Уленойк представлялся ему неким заботливым папашей, таскающим на себе своё взрослое чадо туда-сюда в поле ходьбы.

– Да, – важно подтвердил Пирик. – Отец мой, Уленойк, сильный. У него сто жён!

Такое понимание силы уже не занимало Ивана. Но если Пирик побывал с отцом своим, Уленойком… Тьфу ты!.. – оборвал себя Иван. Даже в мыслях навязло это – «отец мой, Уленойк»…

– Я тебя тоже мог бы пробить по дороге времени в ромт твоего отца, только не знаю куда.

– Как куда? – Пирик по-настоящему удивился словам Ивана. – Всё прямо и прямо. Будет река, потом ещё две, а потом ещё за одной как раз и будет ромт отца моего, Уленойка.

– Тоже мне, объяснил, называется, – покачал головой Иван.

– Так все объясняют.

– Может быть… – Иван некоторое время задумчиво смотрел на огонь. – Вот что, Пирик, – наконец сказал он. – Ты мне можешь нарисовать, как туда пройти.

 

– Что?

«У них же нет ещё письменности, – с досадой фыркнул ходок. – Даже иероглифов никаких ещё не придумали. Или пиктограмм… А уж карты рисовать… Да и само это – рисовать, тоже проблематично».

– Извини, – буркнул он. – Вот смотри, – он расчистил и заровнял сапогом землю перед костром, подбросил в него несколько колючих веток для большего освещения. – Мы с тобой здесь…

– Откуда знаешь? – Пирик жадно посмотрел на Ивана, будто тот ему сообщил что-то невероятное. – Почему тут?

– Я ничего не знаю. Но мы с тобой будем так считать, что мы с тобой сейчас сидим вот здесь. – Иван с надеждой выждал паузу. Пирик всё-таки не понимал. – Ладно. Мы были здесь, – он ткнул палочкой ниже, – а теперь идём вот в эту сторону… – Пирик готов был задать вновь свой вопрос, мол, откуда он это узнал, но Иван поторопился сказать: – Будем так считать.

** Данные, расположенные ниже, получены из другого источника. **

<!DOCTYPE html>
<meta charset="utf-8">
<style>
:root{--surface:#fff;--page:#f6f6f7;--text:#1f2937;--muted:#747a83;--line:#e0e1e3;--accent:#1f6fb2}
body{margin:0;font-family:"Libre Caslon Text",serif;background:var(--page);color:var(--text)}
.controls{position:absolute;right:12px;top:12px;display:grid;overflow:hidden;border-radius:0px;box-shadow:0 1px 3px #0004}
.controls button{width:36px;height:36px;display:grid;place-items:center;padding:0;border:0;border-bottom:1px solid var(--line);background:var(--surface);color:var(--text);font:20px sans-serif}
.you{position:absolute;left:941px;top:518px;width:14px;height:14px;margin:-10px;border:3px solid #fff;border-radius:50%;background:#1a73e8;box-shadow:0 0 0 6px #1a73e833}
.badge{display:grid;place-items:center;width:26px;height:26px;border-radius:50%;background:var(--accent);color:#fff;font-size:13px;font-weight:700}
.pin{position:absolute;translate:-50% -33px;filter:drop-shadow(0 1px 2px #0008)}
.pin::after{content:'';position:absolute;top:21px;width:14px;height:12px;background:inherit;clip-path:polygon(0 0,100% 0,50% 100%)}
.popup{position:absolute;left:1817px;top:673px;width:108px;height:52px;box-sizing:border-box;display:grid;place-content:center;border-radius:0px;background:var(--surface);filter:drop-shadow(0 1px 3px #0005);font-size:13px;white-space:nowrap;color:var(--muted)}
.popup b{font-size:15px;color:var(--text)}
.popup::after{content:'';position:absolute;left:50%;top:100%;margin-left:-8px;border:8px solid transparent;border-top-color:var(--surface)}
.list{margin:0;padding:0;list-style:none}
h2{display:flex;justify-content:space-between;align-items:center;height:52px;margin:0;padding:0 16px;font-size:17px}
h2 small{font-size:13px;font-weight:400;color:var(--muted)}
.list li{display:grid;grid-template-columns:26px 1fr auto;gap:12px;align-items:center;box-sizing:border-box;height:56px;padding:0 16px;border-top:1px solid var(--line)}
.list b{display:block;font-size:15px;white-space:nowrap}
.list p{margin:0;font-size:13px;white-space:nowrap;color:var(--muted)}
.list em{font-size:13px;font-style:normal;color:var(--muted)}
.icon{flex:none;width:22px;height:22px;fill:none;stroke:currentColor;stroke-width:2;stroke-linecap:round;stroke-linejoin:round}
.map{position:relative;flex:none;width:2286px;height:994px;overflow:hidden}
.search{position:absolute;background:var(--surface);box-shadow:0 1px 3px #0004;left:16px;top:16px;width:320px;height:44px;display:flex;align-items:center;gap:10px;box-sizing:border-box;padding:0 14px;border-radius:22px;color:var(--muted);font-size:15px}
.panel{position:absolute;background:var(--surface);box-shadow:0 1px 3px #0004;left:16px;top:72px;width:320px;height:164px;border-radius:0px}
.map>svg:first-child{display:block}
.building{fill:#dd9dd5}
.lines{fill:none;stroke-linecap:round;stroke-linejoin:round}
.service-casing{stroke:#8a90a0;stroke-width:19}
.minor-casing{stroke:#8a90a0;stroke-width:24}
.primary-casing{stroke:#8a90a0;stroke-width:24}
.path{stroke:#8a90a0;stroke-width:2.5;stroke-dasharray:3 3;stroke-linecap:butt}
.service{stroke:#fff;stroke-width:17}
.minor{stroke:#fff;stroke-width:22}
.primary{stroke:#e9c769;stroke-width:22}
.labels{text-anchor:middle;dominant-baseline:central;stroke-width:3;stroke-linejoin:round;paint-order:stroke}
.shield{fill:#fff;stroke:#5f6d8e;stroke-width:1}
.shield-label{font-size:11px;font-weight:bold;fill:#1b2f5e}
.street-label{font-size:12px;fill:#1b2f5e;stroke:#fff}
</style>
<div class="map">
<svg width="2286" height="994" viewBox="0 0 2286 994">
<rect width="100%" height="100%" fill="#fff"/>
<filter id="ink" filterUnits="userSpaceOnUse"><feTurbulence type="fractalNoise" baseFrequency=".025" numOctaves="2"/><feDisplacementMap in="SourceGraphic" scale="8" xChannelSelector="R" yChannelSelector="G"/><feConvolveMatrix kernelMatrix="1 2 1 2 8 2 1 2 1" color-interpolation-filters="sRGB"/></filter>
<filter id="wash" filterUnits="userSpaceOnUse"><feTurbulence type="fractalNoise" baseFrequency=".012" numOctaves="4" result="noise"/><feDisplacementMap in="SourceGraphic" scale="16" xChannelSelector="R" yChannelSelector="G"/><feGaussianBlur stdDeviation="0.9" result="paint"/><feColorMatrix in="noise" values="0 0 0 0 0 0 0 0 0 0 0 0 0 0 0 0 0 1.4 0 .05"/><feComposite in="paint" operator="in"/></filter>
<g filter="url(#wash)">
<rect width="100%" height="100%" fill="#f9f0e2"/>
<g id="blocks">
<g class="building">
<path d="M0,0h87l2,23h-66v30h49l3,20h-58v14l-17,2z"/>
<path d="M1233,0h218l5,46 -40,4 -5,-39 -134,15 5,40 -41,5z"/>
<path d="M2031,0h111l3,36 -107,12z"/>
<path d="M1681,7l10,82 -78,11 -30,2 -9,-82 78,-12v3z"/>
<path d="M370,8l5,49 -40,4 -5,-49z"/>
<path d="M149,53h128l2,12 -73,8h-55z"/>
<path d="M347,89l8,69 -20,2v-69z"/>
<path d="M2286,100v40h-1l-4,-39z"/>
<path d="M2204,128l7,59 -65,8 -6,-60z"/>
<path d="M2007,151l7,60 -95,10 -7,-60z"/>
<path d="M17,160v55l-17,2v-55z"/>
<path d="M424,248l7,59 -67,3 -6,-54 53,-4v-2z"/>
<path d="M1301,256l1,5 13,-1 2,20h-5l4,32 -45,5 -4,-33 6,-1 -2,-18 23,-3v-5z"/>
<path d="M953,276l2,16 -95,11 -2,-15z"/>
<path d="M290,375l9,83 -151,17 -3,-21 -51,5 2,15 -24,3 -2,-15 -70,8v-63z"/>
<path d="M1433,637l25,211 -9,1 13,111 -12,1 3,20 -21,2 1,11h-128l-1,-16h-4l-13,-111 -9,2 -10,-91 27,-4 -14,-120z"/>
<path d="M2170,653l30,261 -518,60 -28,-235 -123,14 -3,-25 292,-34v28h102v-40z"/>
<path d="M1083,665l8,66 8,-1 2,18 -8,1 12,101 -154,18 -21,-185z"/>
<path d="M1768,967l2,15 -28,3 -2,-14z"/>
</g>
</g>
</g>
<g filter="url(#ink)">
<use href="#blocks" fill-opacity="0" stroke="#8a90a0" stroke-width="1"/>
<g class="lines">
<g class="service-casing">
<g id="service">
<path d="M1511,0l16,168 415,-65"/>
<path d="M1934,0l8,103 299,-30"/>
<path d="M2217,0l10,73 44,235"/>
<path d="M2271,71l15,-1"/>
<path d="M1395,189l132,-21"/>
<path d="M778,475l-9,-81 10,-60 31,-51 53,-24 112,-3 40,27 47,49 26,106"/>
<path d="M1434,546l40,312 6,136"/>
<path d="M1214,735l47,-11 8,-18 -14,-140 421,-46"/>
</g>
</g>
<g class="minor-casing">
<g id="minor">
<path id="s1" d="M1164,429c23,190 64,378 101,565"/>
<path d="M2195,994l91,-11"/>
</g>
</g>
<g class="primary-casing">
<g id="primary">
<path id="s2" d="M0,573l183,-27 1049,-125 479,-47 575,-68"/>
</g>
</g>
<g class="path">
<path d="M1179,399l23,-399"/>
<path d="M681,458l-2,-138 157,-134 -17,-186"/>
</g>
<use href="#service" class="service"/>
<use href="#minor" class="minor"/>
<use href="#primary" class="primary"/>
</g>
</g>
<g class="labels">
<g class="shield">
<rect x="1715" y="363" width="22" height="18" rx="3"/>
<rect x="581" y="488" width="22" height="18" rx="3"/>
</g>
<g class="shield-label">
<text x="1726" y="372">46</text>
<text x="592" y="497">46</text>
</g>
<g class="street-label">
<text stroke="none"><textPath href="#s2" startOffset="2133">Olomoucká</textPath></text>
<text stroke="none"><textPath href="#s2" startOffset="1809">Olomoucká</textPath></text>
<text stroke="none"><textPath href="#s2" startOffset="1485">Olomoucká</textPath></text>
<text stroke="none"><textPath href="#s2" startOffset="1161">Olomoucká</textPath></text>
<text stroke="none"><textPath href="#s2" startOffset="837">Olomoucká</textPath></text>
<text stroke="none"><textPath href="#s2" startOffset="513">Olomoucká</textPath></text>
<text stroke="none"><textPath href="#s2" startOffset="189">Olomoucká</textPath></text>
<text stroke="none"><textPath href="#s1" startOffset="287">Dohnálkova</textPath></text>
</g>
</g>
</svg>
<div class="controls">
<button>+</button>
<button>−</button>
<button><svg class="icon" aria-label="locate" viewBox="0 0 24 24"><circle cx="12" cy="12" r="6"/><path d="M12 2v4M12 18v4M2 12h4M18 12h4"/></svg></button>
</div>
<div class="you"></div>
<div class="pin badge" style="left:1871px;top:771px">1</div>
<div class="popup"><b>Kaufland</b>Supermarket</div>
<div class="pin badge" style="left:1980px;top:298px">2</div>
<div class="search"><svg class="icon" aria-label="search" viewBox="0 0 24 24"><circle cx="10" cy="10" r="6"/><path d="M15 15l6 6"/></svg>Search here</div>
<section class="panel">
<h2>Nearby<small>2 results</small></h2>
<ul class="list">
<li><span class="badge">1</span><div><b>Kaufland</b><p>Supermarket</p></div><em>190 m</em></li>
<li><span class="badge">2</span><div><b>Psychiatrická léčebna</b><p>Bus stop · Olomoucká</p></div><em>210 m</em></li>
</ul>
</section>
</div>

Тогда вот где-то здесь, – показал он на рисунке новой отметкой по ходу их движения, – находится ромт твоего отца, Уле… Твоего отца.

– Да, да, он там, – радостно подтвердил сын своего отца.

Но возможность показать точкой на земле их настоящее местонахождение, стрелкой, показывающей направление движения и следующей точкой, якобы, обозначившей расположение ромта Уленойка, его ошеломили. Он открыл рот от увиденного и услышанного и застыл в таком состоянии.

– Тогда, – продолжил Иван, усмехаясь произведённому эффекту на Пирика, – между нами и ромтом твоего отца находятся реки… Вот одна. – Он провёл извилистую линию. – Потом ещё две реки… Так и так. И ещё одна, на том берегу, которой, как раз и располагается ромт твоего отца. Так?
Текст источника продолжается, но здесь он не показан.